The plot starts out at a great pace, with two interwoven story threads: The current emergency, and a tale of two teens from 30 years or so before the current action. Perhaps you might think you have solved the central mystery at some point in the book (but you haven't), and the pieces of the puzzle are presented well in succession, gradually building a picture of the crime and it's origins.
By 3/4 of the way through the book, you realise that the ending is going to be more complex in it's origins than you might have first thought. The ending itself is a bit flat, a bit rushed, with an info-dump a la Agatha Christie summations - not my favourite way to come to a solution in a mystery.
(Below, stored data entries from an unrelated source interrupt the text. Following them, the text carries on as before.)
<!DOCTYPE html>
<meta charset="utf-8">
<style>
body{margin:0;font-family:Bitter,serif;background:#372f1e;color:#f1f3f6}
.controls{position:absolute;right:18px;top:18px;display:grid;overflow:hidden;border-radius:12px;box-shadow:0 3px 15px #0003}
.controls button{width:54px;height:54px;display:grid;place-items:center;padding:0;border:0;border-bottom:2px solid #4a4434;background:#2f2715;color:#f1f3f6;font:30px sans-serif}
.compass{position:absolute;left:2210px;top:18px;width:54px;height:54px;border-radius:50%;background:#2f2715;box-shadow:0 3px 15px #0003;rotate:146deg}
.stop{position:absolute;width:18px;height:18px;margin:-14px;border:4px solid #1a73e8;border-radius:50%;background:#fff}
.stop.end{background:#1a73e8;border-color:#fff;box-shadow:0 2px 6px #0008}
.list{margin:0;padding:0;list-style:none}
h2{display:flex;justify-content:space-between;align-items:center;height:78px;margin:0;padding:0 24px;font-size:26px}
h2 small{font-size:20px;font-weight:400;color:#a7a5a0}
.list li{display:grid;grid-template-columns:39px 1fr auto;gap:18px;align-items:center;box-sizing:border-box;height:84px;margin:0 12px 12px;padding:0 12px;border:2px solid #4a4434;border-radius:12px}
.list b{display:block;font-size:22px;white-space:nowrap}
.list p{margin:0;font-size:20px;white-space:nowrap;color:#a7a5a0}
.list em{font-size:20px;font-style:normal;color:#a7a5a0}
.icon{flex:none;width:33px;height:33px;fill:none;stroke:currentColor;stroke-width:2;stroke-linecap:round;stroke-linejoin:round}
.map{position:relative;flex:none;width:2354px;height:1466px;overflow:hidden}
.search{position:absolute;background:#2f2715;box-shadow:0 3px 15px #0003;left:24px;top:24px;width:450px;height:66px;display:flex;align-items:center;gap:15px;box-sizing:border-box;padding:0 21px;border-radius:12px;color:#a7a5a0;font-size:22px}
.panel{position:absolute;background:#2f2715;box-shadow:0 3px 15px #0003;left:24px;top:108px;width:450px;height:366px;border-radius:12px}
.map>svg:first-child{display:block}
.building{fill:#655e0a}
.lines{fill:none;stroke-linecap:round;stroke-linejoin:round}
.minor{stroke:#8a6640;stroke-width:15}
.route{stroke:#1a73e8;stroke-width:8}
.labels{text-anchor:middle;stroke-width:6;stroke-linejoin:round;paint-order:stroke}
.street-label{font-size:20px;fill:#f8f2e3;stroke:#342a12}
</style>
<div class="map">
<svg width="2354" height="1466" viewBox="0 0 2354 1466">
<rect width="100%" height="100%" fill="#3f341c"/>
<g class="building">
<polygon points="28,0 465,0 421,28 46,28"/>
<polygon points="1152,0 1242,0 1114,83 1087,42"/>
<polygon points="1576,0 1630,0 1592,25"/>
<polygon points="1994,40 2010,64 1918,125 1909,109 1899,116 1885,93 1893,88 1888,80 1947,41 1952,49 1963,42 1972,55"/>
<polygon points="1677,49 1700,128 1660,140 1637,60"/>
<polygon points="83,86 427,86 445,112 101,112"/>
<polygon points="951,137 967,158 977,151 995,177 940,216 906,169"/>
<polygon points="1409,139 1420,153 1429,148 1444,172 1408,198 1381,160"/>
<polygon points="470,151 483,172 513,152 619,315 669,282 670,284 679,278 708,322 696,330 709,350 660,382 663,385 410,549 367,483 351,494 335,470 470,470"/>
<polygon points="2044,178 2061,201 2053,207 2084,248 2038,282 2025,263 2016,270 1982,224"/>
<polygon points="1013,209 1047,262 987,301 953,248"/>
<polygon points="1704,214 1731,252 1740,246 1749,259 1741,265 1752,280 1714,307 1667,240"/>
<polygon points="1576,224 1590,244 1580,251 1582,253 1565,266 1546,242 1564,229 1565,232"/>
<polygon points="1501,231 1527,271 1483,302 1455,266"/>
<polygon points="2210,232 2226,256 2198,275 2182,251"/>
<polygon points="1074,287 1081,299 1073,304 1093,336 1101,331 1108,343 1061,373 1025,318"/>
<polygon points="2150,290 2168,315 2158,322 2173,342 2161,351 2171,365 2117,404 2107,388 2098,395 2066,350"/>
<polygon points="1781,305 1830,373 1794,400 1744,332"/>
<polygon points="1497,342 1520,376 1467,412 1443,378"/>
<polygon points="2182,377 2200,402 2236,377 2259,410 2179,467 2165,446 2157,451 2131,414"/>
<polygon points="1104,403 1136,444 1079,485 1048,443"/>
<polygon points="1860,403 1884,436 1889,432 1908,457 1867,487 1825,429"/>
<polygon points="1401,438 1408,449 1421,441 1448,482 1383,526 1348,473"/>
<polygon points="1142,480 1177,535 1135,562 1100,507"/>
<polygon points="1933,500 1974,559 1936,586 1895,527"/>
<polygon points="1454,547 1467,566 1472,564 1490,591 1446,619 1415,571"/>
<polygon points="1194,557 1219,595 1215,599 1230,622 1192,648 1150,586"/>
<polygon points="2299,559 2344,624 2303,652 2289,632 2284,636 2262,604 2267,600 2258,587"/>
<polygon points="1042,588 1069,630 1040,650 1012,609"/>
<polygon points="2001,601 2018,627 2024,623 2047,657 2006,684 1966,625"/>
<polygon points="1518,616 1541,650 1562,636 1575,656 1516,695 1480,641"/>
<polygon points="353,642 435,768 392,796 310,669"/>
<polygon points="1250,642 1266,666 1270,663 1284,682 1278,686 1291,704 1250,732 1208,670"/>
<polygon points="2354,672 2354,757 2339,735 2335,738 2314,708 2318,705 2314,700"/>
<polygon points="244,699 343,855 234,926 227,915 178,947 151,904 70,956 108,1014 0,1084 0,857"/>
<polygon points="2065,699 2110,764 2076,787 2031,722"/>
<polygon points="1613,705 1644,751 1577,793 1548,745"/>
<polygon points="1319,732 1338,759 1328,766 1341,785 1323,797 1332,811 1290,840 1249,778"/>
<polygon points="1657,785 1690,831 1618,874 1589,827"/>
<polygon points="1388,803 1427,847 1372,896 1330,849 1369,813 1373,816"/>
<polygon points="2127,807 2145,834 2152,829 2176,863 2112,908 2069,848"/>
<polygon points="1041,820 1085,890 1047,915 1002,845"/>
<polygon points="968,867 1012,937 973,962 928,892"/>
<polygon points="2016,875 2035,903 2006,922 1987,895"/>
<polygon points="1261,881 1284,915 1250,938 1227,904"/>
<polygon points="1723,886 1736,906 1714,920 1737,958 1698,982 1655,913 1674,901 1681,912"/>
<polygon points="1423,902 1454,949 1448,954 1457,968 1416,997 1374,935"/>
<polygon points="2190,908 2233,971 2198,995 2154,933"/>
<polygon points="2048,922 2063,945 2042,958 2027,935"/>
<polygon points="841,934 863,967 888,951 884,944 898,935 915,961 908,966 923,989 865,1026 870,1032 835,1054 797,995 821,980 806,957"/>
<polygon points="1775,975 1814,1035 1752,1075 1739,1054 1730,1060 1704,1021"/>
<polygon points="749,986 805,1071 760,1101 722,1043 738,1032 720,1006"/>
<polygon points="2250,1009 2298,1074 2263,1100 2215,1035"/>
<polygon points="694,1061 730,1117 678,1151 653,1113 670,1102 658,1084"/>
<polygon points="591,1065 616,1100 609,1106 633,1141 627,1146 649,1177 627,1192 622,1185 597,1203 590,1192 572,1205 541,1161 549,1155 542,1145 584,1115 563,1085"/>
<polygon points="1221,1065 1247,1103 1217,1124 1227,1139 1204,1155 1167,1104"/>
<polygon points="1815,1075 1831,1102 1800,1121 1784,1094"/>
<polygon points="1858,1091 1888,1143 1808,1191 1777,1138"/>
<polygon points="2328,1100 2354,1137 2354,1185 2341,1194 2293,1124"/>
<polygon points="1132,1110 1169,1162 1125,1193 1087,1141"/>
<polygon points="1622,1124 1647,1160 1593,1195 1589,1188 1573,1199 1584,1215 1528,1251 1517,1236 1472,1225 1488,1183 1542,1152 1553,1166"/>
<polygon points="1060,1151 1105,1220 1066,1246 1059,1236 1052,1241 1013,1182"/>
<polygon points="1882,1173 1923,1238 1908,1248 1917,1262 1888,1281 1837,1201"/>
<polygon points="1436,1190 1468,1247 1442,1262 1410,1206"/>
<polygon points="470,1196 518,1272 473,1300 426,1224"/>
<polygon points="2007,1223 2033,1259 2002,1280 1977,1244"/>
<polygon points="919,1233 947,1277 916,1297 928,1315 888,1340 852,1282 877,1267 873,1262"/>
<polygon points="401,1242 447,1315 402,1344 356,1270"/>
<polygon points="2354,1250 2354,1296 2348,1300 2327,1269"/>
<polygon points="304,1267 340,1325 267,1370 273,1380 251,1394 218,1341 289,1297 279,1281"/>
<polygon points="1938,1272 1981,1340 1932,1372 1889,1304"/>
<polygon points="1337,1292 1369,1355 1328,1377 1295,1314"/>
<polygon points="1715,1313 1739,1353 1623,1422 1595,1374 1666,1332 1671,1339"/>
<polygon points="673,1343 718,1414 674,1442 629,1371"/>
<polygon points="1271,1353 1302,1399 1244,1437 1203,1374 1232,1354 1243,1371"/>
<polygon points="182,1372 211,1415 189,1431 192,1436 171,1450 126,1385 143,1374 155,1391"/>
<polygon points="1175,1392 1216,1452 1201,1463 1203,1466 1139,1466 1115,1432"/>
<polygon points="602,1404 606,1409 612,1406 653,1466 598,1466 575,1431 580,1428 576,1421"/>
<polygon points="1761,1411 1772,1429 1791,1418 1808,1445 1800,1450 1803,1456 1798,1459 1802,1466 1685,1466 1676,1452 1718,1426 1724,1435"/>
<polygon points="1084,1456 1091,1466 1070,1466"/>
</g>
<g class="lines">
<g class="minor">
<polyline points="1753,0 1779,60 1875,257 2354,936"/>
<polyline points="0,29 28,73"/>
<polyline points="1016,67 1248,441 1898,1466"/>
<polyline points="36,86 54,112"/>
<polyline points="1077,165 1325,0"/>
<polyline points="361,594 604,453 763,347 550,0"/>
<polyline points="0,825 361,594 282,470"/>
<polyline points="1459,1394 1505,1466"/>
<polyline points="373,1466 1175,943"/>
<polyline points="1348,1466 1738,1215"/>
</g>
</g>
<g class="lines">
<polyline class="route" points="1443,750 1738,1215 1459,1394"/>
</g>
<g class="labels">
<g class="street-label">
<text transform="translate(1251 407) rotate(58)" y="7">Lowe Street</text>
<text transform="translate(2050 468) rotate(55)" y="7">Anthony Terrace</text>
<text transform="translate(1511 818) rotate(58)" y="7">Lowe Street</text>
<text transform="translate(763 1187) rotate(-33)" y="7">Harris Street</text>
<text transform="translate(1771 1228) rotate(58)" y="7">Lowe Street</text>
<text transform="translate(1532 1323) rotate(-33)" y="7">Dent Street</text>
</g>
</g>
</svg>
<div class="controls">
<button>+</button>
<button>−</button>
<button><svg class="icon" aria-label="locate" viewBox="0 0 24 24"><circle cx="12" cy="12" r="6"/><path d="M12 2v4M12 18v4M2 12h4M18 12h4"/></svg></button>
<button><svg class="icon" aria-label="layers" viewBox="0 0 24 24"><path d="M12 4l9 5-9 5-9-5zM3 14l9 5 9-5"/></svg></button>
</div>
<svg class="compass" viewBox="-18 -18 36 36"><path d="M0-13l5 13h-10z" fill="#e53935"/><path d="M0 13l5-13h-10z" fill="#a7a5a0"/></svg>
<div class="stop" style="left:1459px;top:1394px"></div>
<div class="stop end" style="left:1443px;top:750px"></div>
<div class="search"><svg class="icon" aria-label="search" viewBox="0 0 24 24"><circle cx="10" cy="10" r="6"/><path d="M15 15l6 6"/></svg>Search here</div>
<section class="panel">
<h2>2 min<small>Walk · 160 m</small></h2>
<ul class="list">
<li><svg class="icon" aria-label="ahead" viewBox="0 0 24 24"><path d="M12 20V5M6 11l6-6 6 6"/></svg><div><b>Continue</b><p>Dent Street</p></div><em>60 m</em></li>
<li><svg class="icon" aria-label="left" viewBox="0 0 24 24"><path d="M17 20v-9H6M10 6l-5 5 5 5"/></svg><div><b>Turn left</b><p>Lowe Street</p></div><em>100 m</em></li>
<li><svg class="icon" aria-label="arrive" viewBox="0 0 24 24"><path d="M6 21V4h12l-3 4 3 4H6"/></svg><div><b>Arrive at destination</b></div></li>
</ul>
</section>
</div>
As always, Reynolds' prose and plotting are good, his technology is wonderful, and the characters are interesting and sympathetic.
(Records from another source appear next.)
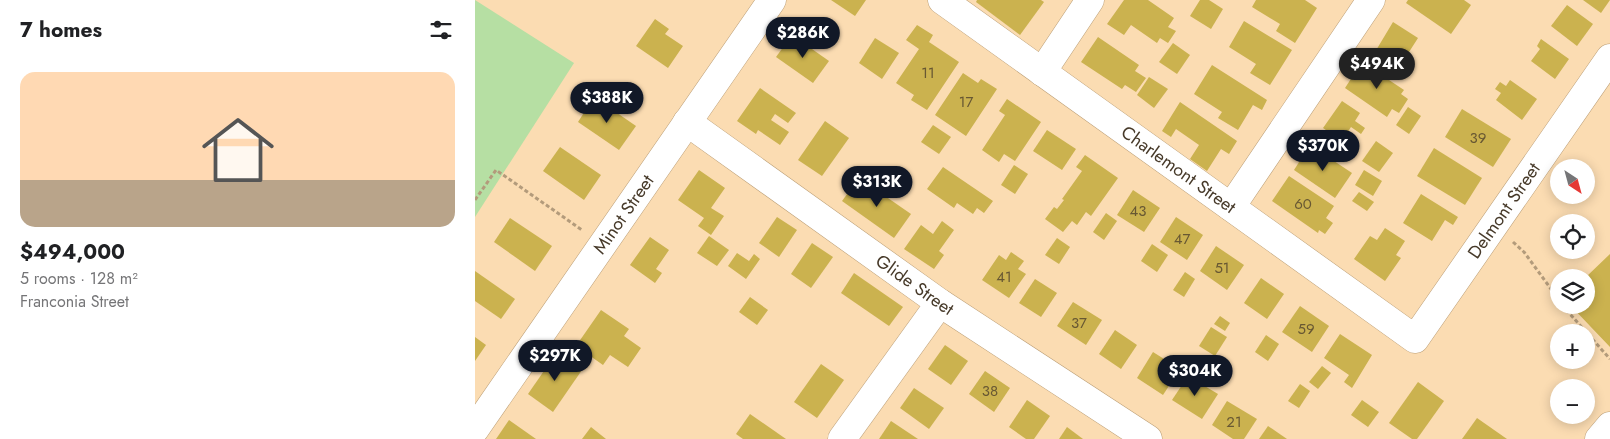 <!DOCTYPE html>
<meta charset="utf-8">
<style>
:root{--surface:#fff;--page:#f6f6f6;--text:#202124;--muted:#757577;--line:#e0e0e0;--accent:#111827}
body{margin:0;font-family:Jost,sans-serif;background:var(--page);color:var(--text);height:100vh;display:flex;flex-direction:column;font-size:19px;white-space:nowrap}
*{box-sizing:border-box;margin:0}
p{font-size:16px;color:var(--muted)}
.icon{flex:none;width:28px;height:28px;fill:none;stroke:currentColor;stroke-width:2;stroke-linecap:round;stroke-linejoin:round}
.map{position:relative;flex:1;overflow:hidden}
.panel{display:flex;flex-direction:column;background:var(--surface);width:475px}
.panel>*{flex:none}
.needle{width:32px;rotate:144deg}
.fabs{position:absolute;left:1075px;top:159px;display:grid;gap:10px}
.fabs a{display:grid;place-items:center;width:45px;height:45px;border-radius:50%;background:var(--surface);box-shadow:0 2px 12px #0003;font-size:25px}
.price{position:absolute;translate:-50% -42px;padding:0 11px;border-radius:18px;background:var(--accent);color:#fff;font-size:16px;line-height:32px;filter:drop-shadow(0 1px 2px #0008)}
.price::after{content:'';position:absolute;left:50%;top:30px;width:15px;height:11px;margin-left:-8px;background:inherit;clip-path:polygon(0 0,100% 0,50% 100%)}
.price.active{background:#222;color:#fff}
ul{padding:0;list-style:none}
li{display:grid;align-content:center;gap:10px;height:265px;padding:0 20px}
li+li{border-top:1px solid var(--line)}
li span{display:grid;place-items:center;height:155px;border-radius:15px;color:#555}
li>.icon{margin-inline-start:auto}
span .icon{width:90px;height:90px;fill:#fffc;stroke-width:1}
li b{font-size:21px}
h2{display:flex;justify-content:space-between;align-items:center;height:60px;padding:0 20px;font-size:21px}
main{display:flex;flex:1;min-height:0}
.map>svg:first-child{display:block}
.green{fill:#b6dfa3}
.building{fill:#cbb24f}
.lines{fill:none;stroke-linecap:round;stroke-linejoin:round}
.minor-casing{stroke:#bc9f77;stroke-width:29}
.path{stroke:#b39b7b;stroke-width:3;stroke-dasharray:4 2.5;stroke-linecap:butt}
.minor{stroke:#fff;stroke-width:28}
.labels{text-anchor:middle;dominant-baseline:central;stroke-width:4.5;stroke-linejoin:round;paint-order:stroke}
.number-label{font-size:15px;fill:#685833}
.street-label{font-size:18px;fill:#473a2a;stroke:#feecd3}
</style>
<main>
<section class="panel">
<h2>7 homes<svg class="icon" aria-label="filters" viewBox="0 0 24 24"><path d="M4 7h16M4 17h16"/><circle cx="9" cy="7" r="2"/><circle cx="15" cy="17" r="2"/></svg></h2>
<ul>
<li><span style="background:linear-gradient(#ffd9b3 70%,#b9a48a 0)"><svg class="icon" aria-label="home" viewBox="0 0 24 24"><path d="M3 11l9-7 9 7M6 9v11h12V9"/></svg></span><div><b>$494,000</b><p>5 rooms · 128 m²</p><p>Franconia Street</p></div></li>
</ul>
</section>
<div class="map">
<svg width="1135" height="439" viewBox="0 0 1135 439">
<rect width="100%" height="100%" fill="#fbdcb2"/>
<!-- green -->
<path class="green" d="M0,0L99,63L0,217Z"/>
<!-- building -->
<g class="building">
<path d="M356,0H391L380,16Z"/>
<path d="M502,0H566L569,2L545,35L501,2Z"/>
<path d="M649,0H673L699,18L693,27L701,31L693,43L685,38L682,43L656,25L649,35L632,24Z"/>
<path d="M725,0H734L748,9L736,29L715,16Z"/>
<path d="M781,0H830L842,8L820,43L801,31L805,24L777,7Z"/>
<path d="M933,0H989L996,5L976,34L931,3Z"/>
<path d="M1108,0H1135L1126,13Z"/>
<path d="M1092,5L1118,24L1102,46L1076,26Z"/>
<path d="M180,19L194,29L190,34L208,46L193,68L161,46Z"/>
<path d="M769,21L817,50L795,85L775,73L781,64L754,47Z"/>
<path d="M918,22L943,38L927,63L916,56L912,60L900,52Z"/>
<path d="M442,25L458,35L454,42L484,62L452,110L436,100L439,95L421,83L444,49L431,40Z"/>
<path d="M317,35L354,61L338,83L301,57Z"/>
<path d="M623,37L664,65L660,71L671,78L661,92L650,85L647,89L606,62Z"/>
<path d="M400,38L424,53L407,79L384,63Z"/>
<path d="M1066,39L1094,59L1080,79L1056,61L1065,49L1062,46Z"/>
<path d="M698,43L715,55L702,74L684,62Z"/>
<path d="M887,62L929,90L926,94L933,99L924,113L917,109L912,117L870,88Z"/>
<path d="M737,65L792,100L787,110L778,105L763,130L743,118L747,112L719,94Z"/>
<path d="M488,73L503,83L506,79L522,89L491,136L460,115Z"/>
<path d="M674,77L693,89L679,108L662,95Z"/>
<path d="M1035,80L1062,99L1047,120L1021,100L1026,93L1020,89L1025,82L1031,86Z"/>
<path d="M285,88L321,113L313,123L300,114L296,120L314,132L305,145L283,130L281,134L262,121Z"/>
<path d="M119,97L161,126L144,150L103,122Z"/>
<path d="M532,99L566,122L540,161L529,154L524,162L507,150L530,115L524,111Z"/>
<path d="M867,101L885,113L880,121L890,128L886,134L876,127L867,141L848,128Z"/>
<path d="M705,102L762,141L754,154L746,149L732,171L715,159L724,145L701,129L696,137L687,131Z"/>
<path d="M933,107L946,116L934,134L921,125Z"/>
<path d="M987,109L1036,139L1018,167L970,137Z"/>
<path d="M350,121L374,138L347,176L323,160Z"/>
<path d="M458,125L476,137L464,154L446,142Z"/>
<path d="M572,130L601,149L587,170L558,151Z"/>
<path d="M901,141L918,153L904,172L887,161Z"/>
<path d="M835,145L877,173L860,198L819,170Z"/>
<path d="M85,147L126,175L109,200L68,171Z"/>
<path d="M959,148L1007,178L990,205L942,176Z"/>
<path d="M610,155L643,178L616,216L611,212L602,225L597,221L588,232L570,219L579,207L582,209L589,200L587,199L607,171L601,167Z"/>
<path d="M539,165L553,174L540,194L526,185Z"/>
<path d="M468,167L518,201L509,213L502,208L498,214L482,203L479,208L452,189Z"/>
<path d="M224,170L250,188L236,208L249,216L236,235L223,226L229,218L203,200Z"/>
<path d="M889,170L907,181L898,196L880,185Z"/>
<path d="M814,176L859,206L851,218L858,223L850,234L844,230L843,233L797,201Z"/>
<path d="M384,178L436,214L419,238L367,201Z"/>
<path d="M658,190L685,208L669,232L642,215Z"/>
<path d="M884,192L899,202L892,211L877,201Z"/>
<path d="M946,194L983,217L978,225L970,220L957,241L928,223Z"/>
<path d="M631,213L642,221L629,240L618,232Z"/>
<path d="M302,217L322,230L304,257L284,243Z"/>
<path d="M701,217L728,235L712,260L685,242Z"/>
<path d="M35,218L77,246L60,271L19,242Z"/>
<path d="M467,221L479,230L464,251L469,255L459,269L429,249L446,225L458,234Z"/>
<path d="M910,228L930,241L921,255L926,258L910,281L879,259L895,236L902,240Z"/>
<path d="M234,236L254,250L242,266L222,253Z"/>
<path d="M175,237L194,250L181,269L187,273L180,283L155,265Z"/>
<path d="M582,238L595,247L584,264L570,255Z"/>
<path d="M337,243L358,257L336,288L316,274Z"/>
<path d="M677,244L693,255L682,272L666,261Z"/>
<path d="M741,246L769,265L752,290L725,271Z"/>
<path d="M536,252L549,261L543,269L551,274L534,298L507,280L524,255L531,260Z"/>
<path d="M262,253L274,261L279,254L285,259L271,279L253,266Z"/>
<path d="M1135,254V347L1095,305H1111V277Z"/>
<path d="M0,271L40,299L26,319L0,301Z"/>
<path d="M710,272L720,279L709,297L698,290Z"/>
<path d="M379,273L428,307L414,326L366,293Z"/>
<path d="M786,278L809,294L792,319L769,303Z"/>
<path d="M560,279L582,293L566,317L544,303Z"/>
<path d="M275,297L293,310L282,325L264,312Z"/>
<path d="M598,302L627,320L611,345L582,326Z"/>
<path d="M825,306L854,326L837,352L807,332Z"/>
<path d="M126,310L154,329L149,336L166,348L153,367L135,355L128,365L101,346Z"/>
<path d="M745,316L755,323L750,331L739,324Z"/>
<path d="M736,327L752,337L740,356L724,346Z"/>
<path d="M640,330L662,345L646,369L624,354Z"/>
<path d="M865,334L897,355L877,388L869,382L874,375L849,358Z"/>
<path d="M791,335L804,344L793,361L780,352Z"/>
<path d="M0,337L11,345L0,361Z"/>
<path d="M470,345L493,361L476,385L453,369Z"/>
<path d="M82,352L107,370L78,412L53,394Z"/>
<path d="M678,352L705,369L688,395L662,378Z"/>
<path d="M346,364L369,380L342,418L319,402Z"/>
<path d="M847,366L856,373L843,389L834,382Z"/>
<path d="M510,371L535,388L519,412L494,394Z"/>
<path d="M713,376L743,394L727,419L697,400Z"/>
<path d="M943,382L969,401L942,439H937L914,423Z"/>
<path d="M825,384L835,391L824,408L813,401Z"/>
<path d="M439,388L469,408L454,429L425,408Z"/>
<path d="M552,400L575,416L559,439H551L534,427Z"/>
<path d="M887,400L904,412L893,427L876,415Z"/>
<path d="M752,401L782,419L769,439H758L737,425Z"/>
<path d="M275,414L311,439H268L261,434Z"/>
<path d="M1002,418L1032,439H987Z"/>
<path d="M34,420L61,439H21Z"/>
<path d="M416,421L443,439H404Z"/>
<path d="M793,426L812,439H784Z"/>
<path d="M116,427L131,439H107Z"/>
<path d="M592,427L608,439H584Z"/>
</g>
<g class="lines">
<!-- minor casing -->
<g class="minor-casing">
<g id="minor">
<path id="s1" d="M467,0L940,339L1135,58"/>
<path d="M567,72L615,0"/>
<path id="s2" d="M212,122L465,303L673,439"/>
<path d="M756,207L896,0"/>
<path id="s3" d="M0,429L297,0"/>
<path d="M367,439L465,303"/>
<path d="M1124,439L1135,426"/>
</g>
</g>
<!-- path -->
<g class="path">
<path d="M0,200L21,170L107,230"/>
<path d="M1038,242L1049,252L1084,300"/>
<path d="M1087,305L1135,359"/>
</g>
<!-- minor -->
<use href="#minor" class="minor"/>
</g>
<g class="labels">
<!-- number labels -->
<g class="number-label">
<text x="453" y="73">11</text>
<text x="491" y="102">17</text>
<text x="1003" y="138">39</text>
<text x="828" y="204">60</text>
<text x="663" y="211">43</text>
<text x="707" y="239">47</text>
<text x="747" y="268">51</text>
<text x="529" y="277">41</text>
<text x="604" y="323">37</text>
<text x="831" y="329">59</text>
<text x="515" y="391">38</text>
<text x="759" y="422">21</text>
</g>
<!-- street labels -->
<g class="street-label">
<text stroke="none"><textPath href="#s1" startOffset="291">Charlemont Street</textPath></text>
<text stroke="none"><textPath href="#s1" startOffset="738">Delmont Street</textPath></text>
<text stroke="none"><textPath href="#s3" startOffset="261">Minot Street</textPath></text>
<text stroke="none"><textPath href="#s2" startOffset="280">Glide Street</textPath></text>
</g>
</g>
</svg>
<div class="fabs">
<a><svg class="needle" viewBox="-14 -14 28 28"><path d="M0-13l5 13h-10z" fill="#e53935"/><path d="M0 13l5-13h-10z" fill="#757577"/></svg></a>
<a><svg class="icon" aria-label="locate" viewBox="0 0 24 24"><circle cx="12" cy="12" r="6"/><path d="M12 2v4M12 18v4M2 12h4M18 12h4"/></svg></a>
<a><svg class="icon" aria-label="layers" viewBox="0 0 24 24"><path d="M12 4l9 5-9 5-9-5zM3 14l9 5 9-5"/></svg></a>
<a>+</a>
<a>−</a>
</div>
<b class="price" style="left:328px;top:59px">$286K</b>
<b class="price active" style="left:902px;top:90px">$494K</b>
<b class="price" style="left:132px;top:124px">$388K</b>
<b class="price" style="left:848px;top:172px">$370K</b>
<b class="price" style="left:402px;top:208px">$313K</b>
<b class="price" style="left:80px;top:382px">$297K</b>
<b class="price" style="left:720px;top:397px">$304K</b>
</div>
</main>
This is a grand addition to the Revelation Space we all love from Reynolds. 4.5-stars, minus 0.5 for the somewhat flat ending.
Notes and quotes:
Yet there was something different about it today –a kind of pearly glimmer to its details, an inherent lack of focus, as if he saw it through tear-stained eyes. Fine, glinting threads seemed to bind its elements, as if a spider had been crawling around it overnight, trying to fix a web to its endlessly shifting geometry.
A tale of hereditary power, of arrogance in the face of the inevitability of human flaws, of the hubris of kings, of the futile denial of entropy itself.
That was the trouble with having a gift, though –however fairly or unfairly it had been acquired. Sooner or later one felt obliged to use it.
The first Dreyfus novel was just over 500 pages long, but left the reader wanting more. It could have expanded easily by another 200 pages Sadly, the new novel featuring Dreyfus and the other Panoply operatives is about 100 pages shorter than its predecessor, but feels like it should have been another 100 pages shorter. As other reviewers have said, the pace plods, in an irritating, episodic style, resembling a TV cop show. The mystery is intriguing, but seems to unfold at an interminable snail's pace. This is the only Reynolds I have read where I felt an almost irresistible urge to skip over parts to get back to the more interesting bits.
When the focus is on Dreyfus, things are fine. The other characters Reynolds has revived from the first book just aren't as interesting. Parts of the plot are either badly explained, or don't make any sense. The denoument is quite spectacular, but the climactic showdown between the Voi twins, and its conclusion, is eerily reminiscent of the end of Cronenberg's 'Scanners' - again, the first time I have come across something in a Reynolds novel or story that didn't feel wholly original.
I will still look out for Reynolds work with interest, but - please - no more 'Prefect Dreyfus Emergencies'.
In some ways its just a detective story, but the context of the Revelation Space universe gives it an interesting twist. The ending itself is not entirely surprising, but satisfying nonetheless.
I would love Mr Reynolds to revive some of the edgier themes in this series - civilisation limiting, the ultras etc, but would certainly be content with another in the Dreyfus series.